Selectors Module

  • Version: 0.5.0

  • Path: source/lexbor/selectors

  • Base Includes: lexbor/selectors/selectors.h

  • Examples: examples/lexbor/selectors

  • Specification: CSS Selectors Level 4

Overview

The Selectors module implements DOM node search by selectors. In other words, it combines three modules: DOM, HTML, and CSS selectors. This module, which forms the basis for querySelector and querySelectorAll.

For parsing HTML documents, use the HTML module. For CSS selector parsing, use the CSS module.

What’s Inside

Quick Start

#include <lexbor/html/html.h>
#include <lexbor/css/css.h>
#include <lexbor/selectors/selectors.h>

lxb_status_t
find_callback(lxb_dom_node_t *node, lxb_css_selector_specificity_t spec, void *ctx)
{
    size_t text_len;
    const lxb_char_t *text = lxb_dom_node_text_content(node, &text_len);
    printf("%.*s\n", (int)text_len, text);

    /*
     * Here, there is no need to free the memory occupied by "text" because
     * after the document is destroyed, all memory will be freed.
     */

    return LXB_STATUS_OK;
}

int main(int argc, const char *argv[])
{
    lxb_status_t status;
    const lxb_char_t html[] = "<div class='container'><p>Hello</p><p>World</p></div>";
    const lxb_char_t selector[] = "div.container > p";

    /* Create HTML Document */
    lxb_html_document_t *document = lxb_html_document_create();
    status = lxb_html_document_parse(document, html, sizeof(html) - 1);
    if (status != LXB_STATUS_OK) {
        return EXIT_FAILURE;
    }

    /* Create CSS parser */
    lxb_css_parser_t *parser = lxb_css_parser_create();
    status = lxb_css_parser_init(parser, NULL);
    if (status != LXB_STATUS_OK) {
        return EXIT_FAILURE;
    }

    /* Create and initialize selectors */
    lxb_selectors_t *selectors = lxb_selectors_create();
    status = lxb_selectors_init(selectors);
    if (status != LXB_STATUS_OK) {
        return EXIT_FAILURE;
    }

    /* Parse selector */
    lxb_css_selector_list_t *list = lxb_css_selectors_parse(parser, selector,
                                                            sizeof(selector) - 1);
    if (parser->status != LXB_STATUS_OK) {
        return EXIT_FAILURE;
    }

    /* Find matching elements */
    status = lxb_selectors_find(selectors, lxb_dom_interface_node(document),
                                list, find_callback, NULL);
    if (status != LXB_STATUS_OK) {
        return EXIT_FAILURE;
    }

    /* Cleanup */
    lxb_selectors_destroy(selectors, true);
    lxb_css_parser_destroy(parser, true);
    lxb_css_selector_list_destroy_memory(list);
    lxb_html_document_destroy(document);

    return EXIT_SUCCESS;
}

Supported Selectors

Basic Selectors

Type Selectors

  • Pattern: element-name

  • Description: Matches elements by their tag name

  • Examples:

    • div — selects all <div> elements

Universal Selector

  • Pattern: *

  • Description: Matches any element of any type

  • Examples:

    • * — selects all elements in the document

    • div * — selects all elements inside <div>

    • *.warning — selects any element with class “warning” (equivalent to .warning)

Class Selectors

  • Pattern: .classname

  • Description: Matches elements by their class attribute value

  • Examples:

    • .classname — selects elements with class="classname"
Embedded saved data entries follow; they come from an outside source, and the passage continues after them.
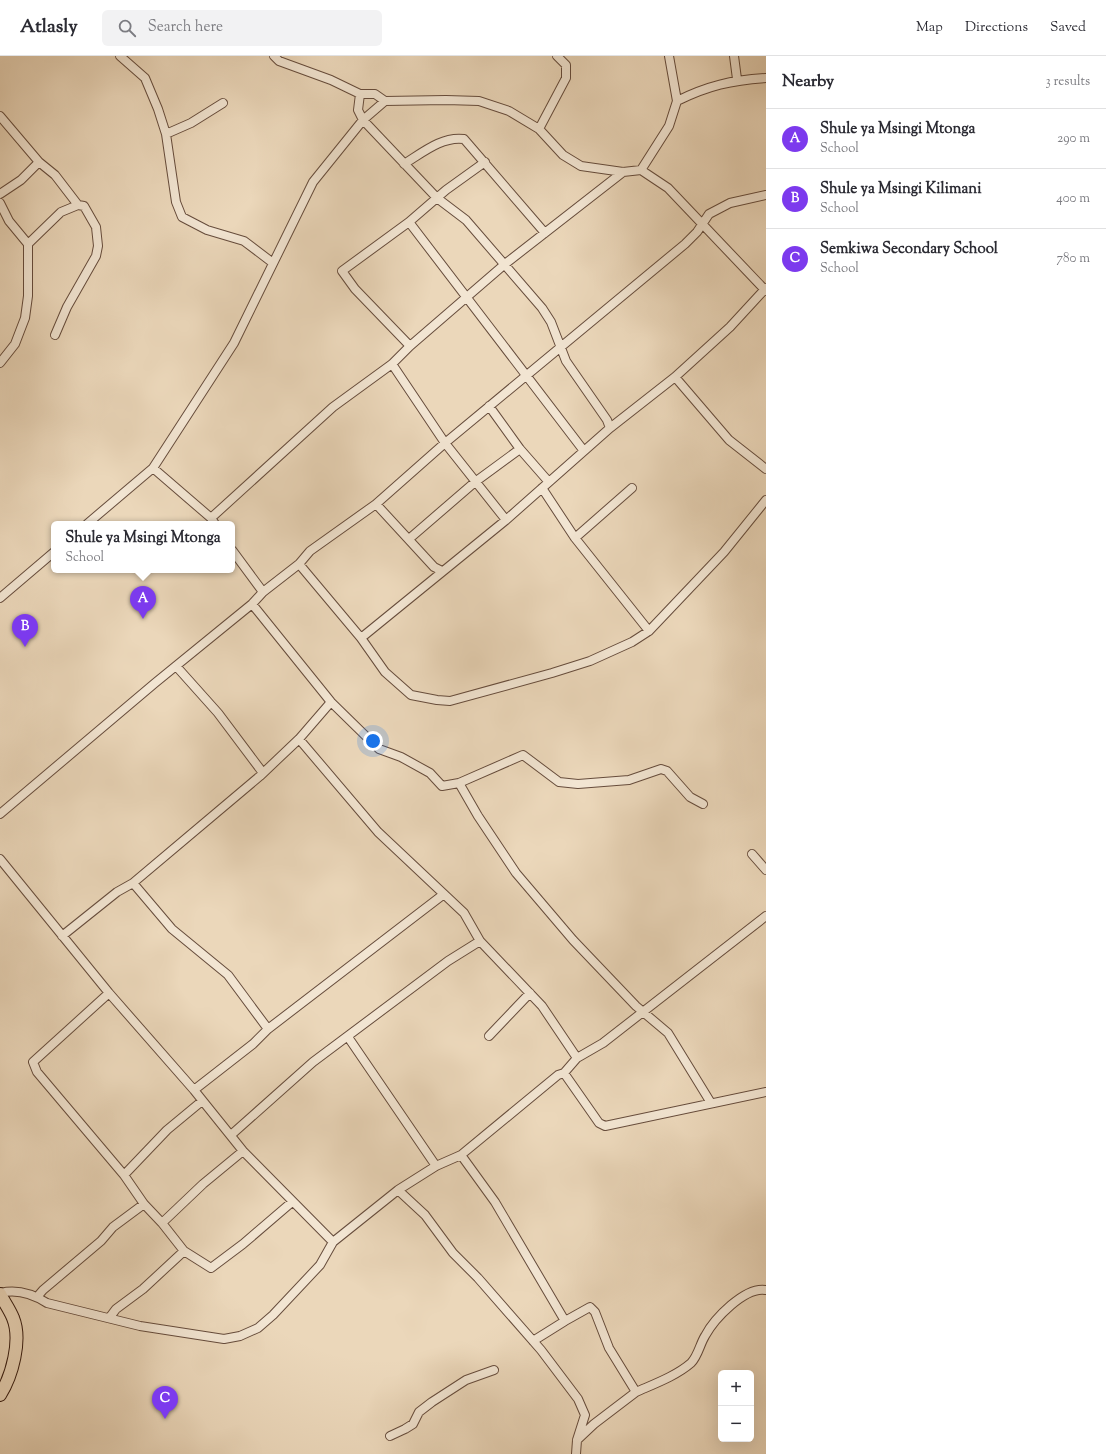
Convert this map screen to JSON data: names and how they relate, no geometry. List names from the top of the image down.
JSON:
{
  "page": {
    "header": "Atlasly",
    "search": "Search here",
    "nav": ["Map", "Directions", "Saved"],
    "heading": ["Nearby", "3 results"],
    "list": [
      {
        "mark": "A",
        "name": "Shule ya Msingi Mtonga",
        "note": "School",
        "value": "290 m"
      },
      {
        "mark": "B",
        "name": "Shule ya Msingi Kilimani",
        "note": "School",
        "value": "400 m"
      },
      {
        "mark": "C",
        "name": "Semkiwa Secondary School",
        "note": "School",
        "value": "780 m"
      }
    ],
    "popup": ["Shule ya Msingi Mtonga", "School"],
    "pins": ["A", "B", "C"],
    "map_buttons": ["+", "−"]
  }
}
    • .class1.class2 — selects elements that have both “class1” AND “class2” classes class="class1 class2"

    • div.container — selects <div> elements with class “container”

    • .nav .item — selects elements with class “item” inside elements with class “nav”

ID Selectors

  • Pattern: #id-value

  • Description: Matches a single element by its unique ID attribute

  • Examples:

    • #header — selects the element with id="header"

    • div#main — selects <div> element with id="main"

    • #form input — selects <input> elements inside element with id="form"

Attribute Selectors

All 7 attribute matching modes are supported:

  • [attr] — element has attribute

  • [attr = value] — exact match

  • [attr ~= value] — whitespace-separated list contains value (e.g., class names)

  • [attr |= value] — exact match or starts with value followed by hyphen (for language codes)

  • [attr ^= value] — attribute value starts with

  • [attr $= value] — attribute value ends with

  • [attr *= value] — attribute value contains substring

The attribute name is compared case-insensitively. [attr *= value] == [ATTR *= value] == [AtTr *= value]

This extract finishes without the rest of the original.